Алексей Толкачев - Рассказы
А рыжий ничего не замечал, кроме своей науки. По вечерам он рассказывал соседям по бараку совершенно уже бредовые вещи. Говорил, что если перестроить определенным образом какие-то молекулы, то человек может стать бессмертным, а предметы получат возможность менять физическое состояние человека, воздействовать на его сознание, и даже, возможно, перемещаться во времени!
Конец физика Зайцева был неожиданным, печальным и таким же нелепым и невероятным, как его эксперименты. Однажды затребовал он от начальника прииска командировки в столицу, поработать в технической библиотеке. Ну или если нельзя в Москву, нельзя в Ленинград, то, может, хотя бы в Харьков, в библиотеку физического института? Конечно, организовать такое было невозможно. Единственное, чего смог добиться начальник прииска, с трудом получив «добро» от самого начальника «Дальстроя» — это разрешения на поездку в Магадан.
— Какая в Магадане может быть библиотека?! — возмущался Зайцев.
— Хочешь — поезжай, не хочешь — оставайся. Другой возможности для тебя не будет.
Зайцев поехал.

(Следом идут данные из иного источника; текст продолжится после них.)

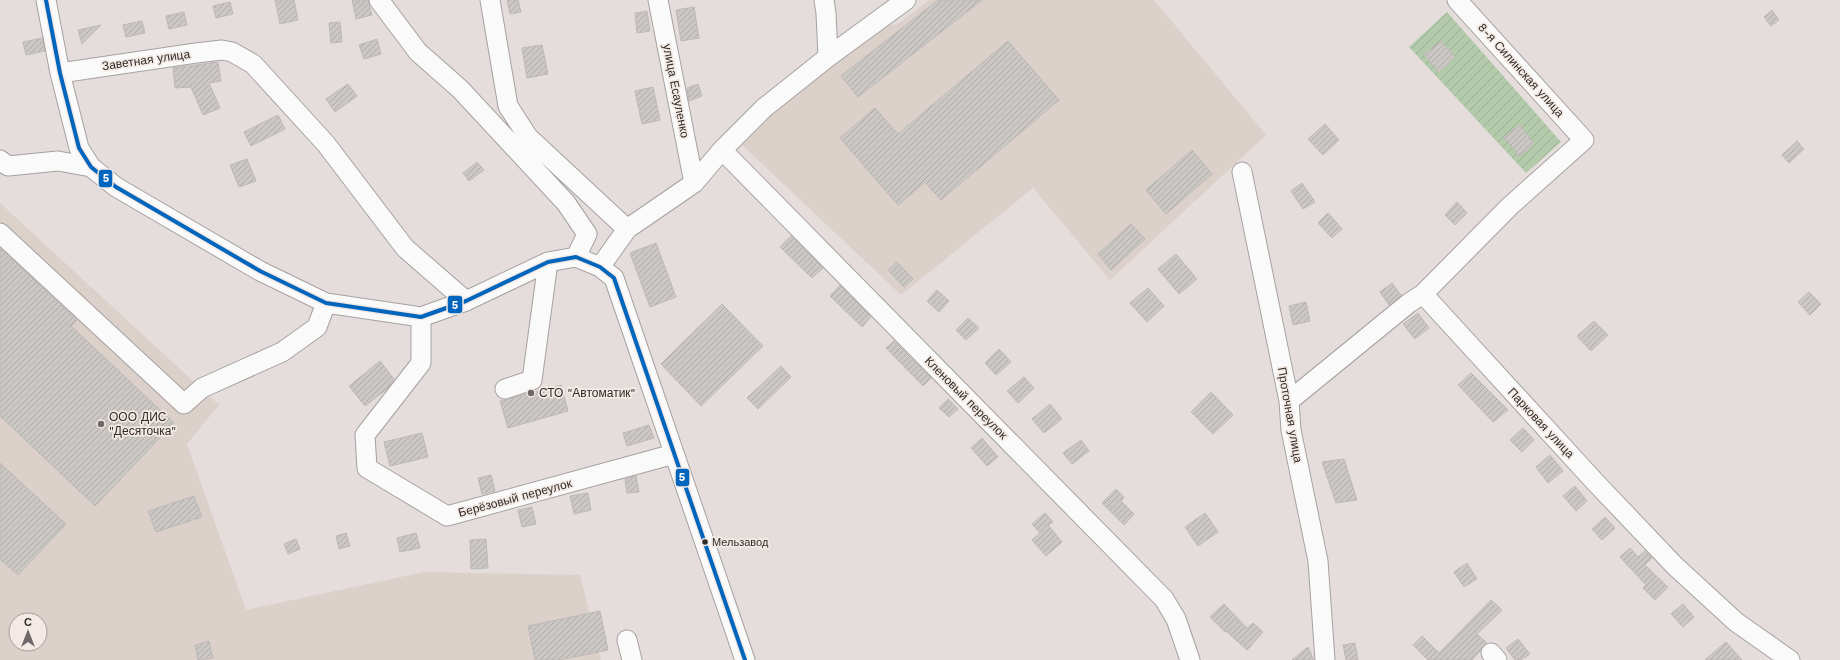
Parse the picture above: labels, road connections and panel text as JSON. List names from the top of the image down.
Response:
{
  "streets": {
    "street": [
      "Заветная улица",
      "8-я Силинская улица",
      "улица Есауленко",
      "Кленовый переулок",
      "Проточная улица",
      "Парковая улица",
      "Берёзовый переулок"
    ]
  },
  "crossings": [
    ["8-я Силинская улица", "Парковая улица"]
  ],
  "places": ["СТО \"Автоматик\"", "ООО ДИС \"Десяточка\"", "Мельзавод"],
  "lines": ["transit line 5"],
  "north": "top"
}
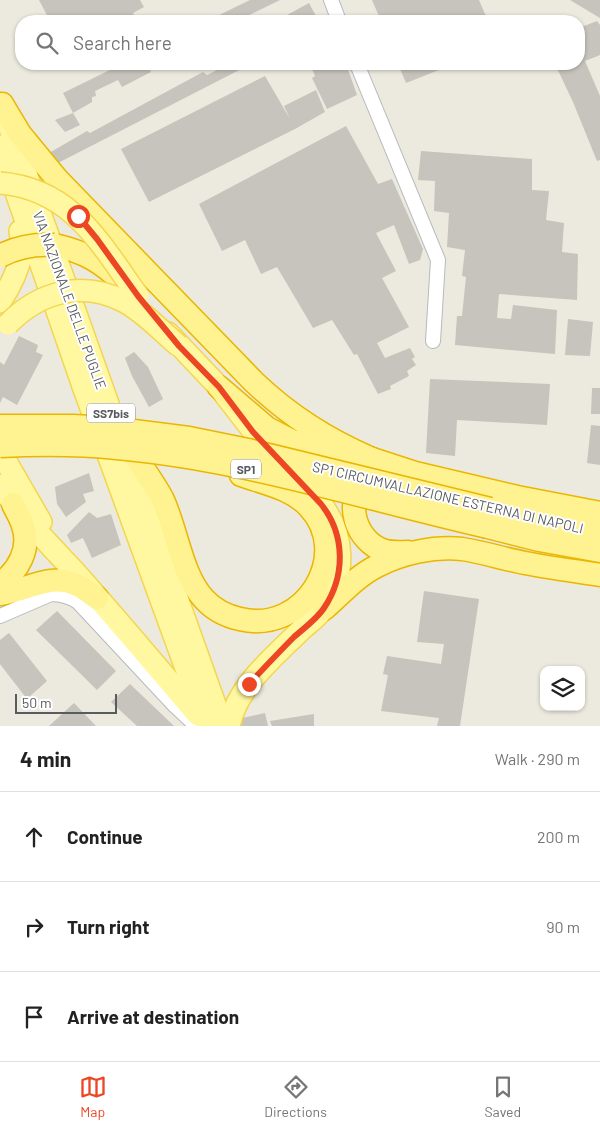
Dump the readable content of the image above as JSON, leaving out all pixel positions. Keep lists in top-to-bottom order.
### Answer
{
  "streets": {
    "highway": ["SP1", "SP1 CIRCUMVALLAZIONE ESTERNA DI NAPOLI"],
    "main road": ["VIA NAZIONALE DELLE PUGLIE", "SS7bis"]
  },
  "scale_bar": "50 m",
  "page": {
    "search": "Search here",
    "scale": "50 m",
    "heading": ["4 min", "Walk · 290 m"],
    "list": [
      ["Continue", "200 m"],
      ["Turn right", "90 m"],
      "Arrive at destination"
    ],
    "nav": ["Map", "Directions", "Saved"]
  }
}
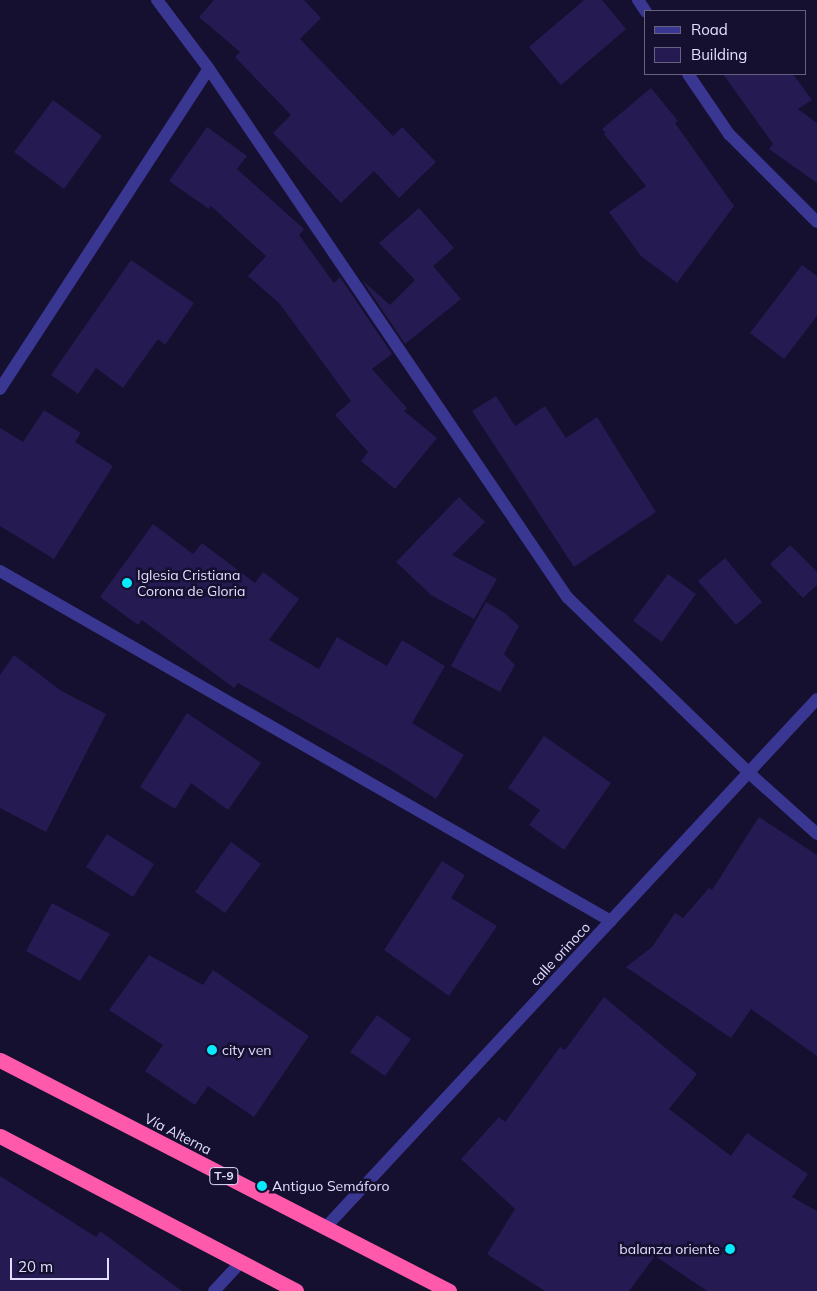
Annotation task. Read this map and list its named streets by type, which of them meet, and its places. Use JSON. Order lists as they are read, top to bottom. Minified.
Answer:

Магаданская библиотека и в самом деле не смогла предоставить Зайцеву ничего интересного. Библиотекой никто не интересовался, и Зайцев оказался единственным посетителем читального зала. Пустив Зайцева в читальный зал, библиотекарь спросил о планах гостя и узнав, что тот собирается провести в библиотеке весь день, попрощался с ученым до вечера и ушел домой. Сопровождающее Зайцева лицо — зам начальника прииска — тоже ушел по своим делам. Зайцеву доверяли, знали, что он не убежит. И Зайцев не убежал. Он повесился. Прямо посреди читального зала.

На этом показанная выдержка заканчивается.